Juliet hadn’t been sure about depending on me.
She’d texted me separately several times to make sure that I understood my duties for the day: show up on time, drive safely, be attentive.
“Don’t do anything weird,” she’d ordered this morning when she had called to confirm again.
I wondered if she would think that getting stuck in the aquarium was weird, and decided that yes, she would.
I heard her on the phone now, though, and she was crying again. My sister had always been very tough, but since she’d met Beckett and fallen in love, she’d softened up like a marshmallow in the sun. As a reminder, you needed to be very careful of those and not put them anywhere close to your hair.
Beckett had gone through something terrible: he’d had cancer and he’d been very sick.
Since the cycles of treatment had ended, he’d gotten two clean scans that were a huge relief.
But Juliet wasn’t able to relax and as they talked, I watched him get worried, too.
“Now she has to go back to work, and she was sobbing,” he said to me after they hung up.
“It’s control.”
“What?”
I beeped the car, trying to remember where we had left it in this garage, and he pointed because he had remembered without the beep. “I mean, JuJu likes to be in control,” I explained. “There was the stopwatch.”

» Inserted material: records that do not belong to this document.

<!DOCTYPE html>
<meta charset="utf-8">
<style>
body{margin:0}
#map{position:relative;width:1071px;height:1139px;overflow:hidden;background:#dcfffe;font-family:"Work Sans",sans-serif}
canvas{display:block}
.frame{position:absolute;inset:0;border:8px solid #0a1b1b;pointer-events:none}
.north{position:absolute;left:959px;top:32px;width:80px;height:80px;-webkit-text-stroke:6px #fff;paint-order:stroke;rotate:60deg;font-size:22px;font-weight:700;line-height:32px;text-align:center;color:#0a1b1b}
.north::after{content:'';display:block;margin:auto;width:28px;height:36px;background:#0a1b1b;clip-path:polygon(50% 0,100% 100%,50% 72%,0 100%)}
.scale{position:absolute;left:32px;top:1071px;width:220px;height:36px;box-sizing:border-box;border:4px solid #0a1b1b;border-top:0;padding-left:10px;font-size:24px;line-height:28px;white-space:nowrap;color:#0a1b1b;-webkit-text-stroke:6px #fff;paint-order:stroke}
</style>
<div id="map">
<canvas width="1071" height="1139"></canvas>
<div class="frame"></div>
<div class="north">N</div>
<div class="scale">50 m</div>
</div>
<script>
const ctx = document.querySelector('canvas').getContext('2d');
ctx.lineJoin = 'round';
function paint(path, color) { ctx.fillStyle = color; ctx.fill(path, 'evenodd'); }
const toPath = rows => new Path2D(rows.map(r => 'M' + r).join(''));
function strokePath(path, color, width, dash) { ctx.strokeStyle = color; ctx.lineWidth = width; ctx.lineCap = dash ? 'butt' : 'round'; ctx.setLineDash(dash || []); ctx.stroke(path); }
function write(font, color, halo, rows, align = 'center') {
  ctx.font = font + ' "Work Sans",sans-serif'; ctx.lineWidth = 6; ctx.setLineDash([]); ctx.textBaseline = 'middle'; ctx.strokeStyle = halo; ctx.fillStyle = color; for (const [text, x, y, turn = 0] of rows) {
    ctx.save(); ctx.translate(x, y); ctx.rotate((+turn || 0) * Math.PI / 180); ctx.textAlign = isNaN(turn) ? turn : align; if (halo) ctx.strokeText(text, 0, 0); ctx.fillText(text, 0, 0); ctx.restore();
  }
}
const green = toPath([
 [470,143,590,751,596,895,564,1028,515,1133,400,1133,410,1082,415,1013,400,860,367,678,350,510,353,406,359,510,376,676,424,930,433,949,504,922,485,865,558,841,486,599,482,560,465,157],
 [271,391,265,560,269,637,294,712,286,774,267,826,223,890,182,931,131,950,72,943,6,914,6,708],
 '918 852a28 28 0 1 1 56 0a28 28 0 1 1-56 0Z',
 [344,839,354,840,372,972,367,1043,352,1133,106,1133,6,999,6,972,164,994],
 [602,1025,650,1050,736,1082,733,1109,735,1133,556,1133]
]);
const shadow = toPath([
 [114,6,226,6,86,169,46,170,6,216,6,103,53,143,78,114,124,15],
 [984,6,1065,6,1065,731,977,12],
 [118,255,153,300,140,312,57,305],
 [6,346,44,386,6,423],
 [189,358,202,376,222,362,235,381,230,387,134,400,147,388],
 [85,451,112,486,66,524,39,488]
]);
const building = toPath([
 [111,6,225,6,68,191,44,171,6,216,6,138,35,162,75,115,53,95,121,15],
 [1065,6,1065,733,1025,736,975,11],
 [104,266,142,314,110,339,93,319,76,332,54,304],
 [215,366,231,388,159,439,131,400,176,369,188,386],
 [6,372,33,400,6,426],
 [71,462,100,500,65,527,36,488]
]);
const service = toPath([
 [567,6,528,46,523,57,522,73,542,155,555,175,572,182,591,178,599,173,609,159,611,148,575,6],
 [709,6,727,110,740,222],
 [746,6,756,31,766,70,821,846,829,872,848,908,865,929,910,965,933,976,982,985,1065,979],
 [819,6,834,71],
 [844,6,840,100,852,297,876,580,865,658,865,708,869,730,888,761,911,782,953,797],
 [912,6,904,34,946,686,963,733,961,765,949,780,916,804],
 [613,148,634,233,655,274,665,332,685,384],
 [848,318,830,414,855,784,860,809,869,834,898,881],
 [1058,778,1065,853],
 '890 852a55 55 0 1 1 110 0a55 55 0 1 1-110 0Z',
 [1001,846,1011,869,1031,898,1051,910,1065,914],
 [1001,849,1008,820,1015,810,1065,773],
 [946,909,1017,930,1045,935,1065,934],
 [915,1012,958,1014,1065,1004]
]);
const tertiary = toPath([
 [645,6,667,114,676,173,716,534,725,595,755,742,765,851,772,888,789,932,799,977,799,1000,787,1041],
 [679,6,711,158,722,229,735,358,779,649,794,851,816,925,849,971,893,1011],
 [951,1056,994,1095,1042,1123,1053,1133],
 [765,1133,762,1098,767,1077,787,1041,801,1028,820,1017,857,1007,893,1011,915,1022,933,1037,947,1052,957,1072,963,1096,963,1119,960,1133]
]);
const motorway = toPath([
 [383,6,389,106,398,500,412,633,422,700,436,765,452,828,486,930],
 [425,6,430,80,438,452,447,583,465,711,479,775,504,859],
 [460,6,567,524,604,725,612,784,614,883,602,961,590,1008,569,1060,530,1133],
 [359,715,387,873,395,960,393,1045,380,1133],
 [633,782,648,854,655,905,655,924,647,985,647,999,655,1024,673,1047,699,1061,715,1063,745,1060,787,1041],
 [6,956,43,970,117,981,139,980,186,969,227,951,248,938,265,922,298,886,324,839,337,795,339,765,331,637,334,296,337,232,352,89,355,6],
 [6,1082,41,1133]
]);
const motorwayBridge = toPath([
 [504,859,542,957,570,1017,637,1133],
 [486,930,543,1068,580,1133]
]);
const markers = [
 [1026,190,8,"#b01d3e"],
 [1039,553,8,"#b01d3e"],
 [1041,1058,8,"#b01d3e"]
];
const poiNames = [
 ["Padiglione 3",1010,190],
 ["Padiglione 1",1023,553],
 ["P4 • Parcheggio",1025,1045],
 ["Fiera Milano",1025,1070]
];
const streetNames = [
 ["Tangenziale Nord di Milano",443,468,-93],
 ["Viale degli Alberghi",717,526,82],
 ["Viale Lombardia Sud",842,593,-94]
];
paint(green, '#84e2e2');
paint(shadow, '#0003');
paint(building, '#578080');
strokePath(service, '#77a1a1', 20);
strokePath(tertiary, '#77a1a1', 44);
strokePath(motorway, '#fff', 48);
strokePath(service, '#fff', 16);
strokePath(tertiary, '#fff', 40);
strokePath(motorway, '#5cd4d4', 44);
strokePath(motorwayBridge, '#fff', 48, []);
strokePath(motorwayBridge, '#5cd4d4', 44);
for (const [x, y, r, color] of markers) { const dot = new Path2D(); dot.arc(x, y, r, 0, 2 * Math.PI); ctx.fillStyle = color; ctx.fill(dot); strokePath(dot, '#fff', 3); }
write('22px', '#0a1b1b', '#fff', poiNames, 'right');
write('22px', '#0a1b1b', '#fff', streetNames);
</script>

“Grace, say what you mean.” He was a lawyer and very precise about language.
“For a while when she was a kid, she carried a stopwatch to time things. She kept track of how long it took us to get out of the door in the morning and how many minutes we each cooked our eggs. Then she felt like she had control over it all.”
“Your house was very chaotic. It makes sense that she would have looked for some kind of ownership.”
I thought back to when I’d been little, before my siblings had gradually moved out. “Maybe so,” I agreed. “Now JuJu is worried that she can’t control your illness and that it will win. She likes to win.”
“That’s very perceptive.”
“But the biggest reason she keeps crying is that she loves you a lot,” I told him, and now he smiled.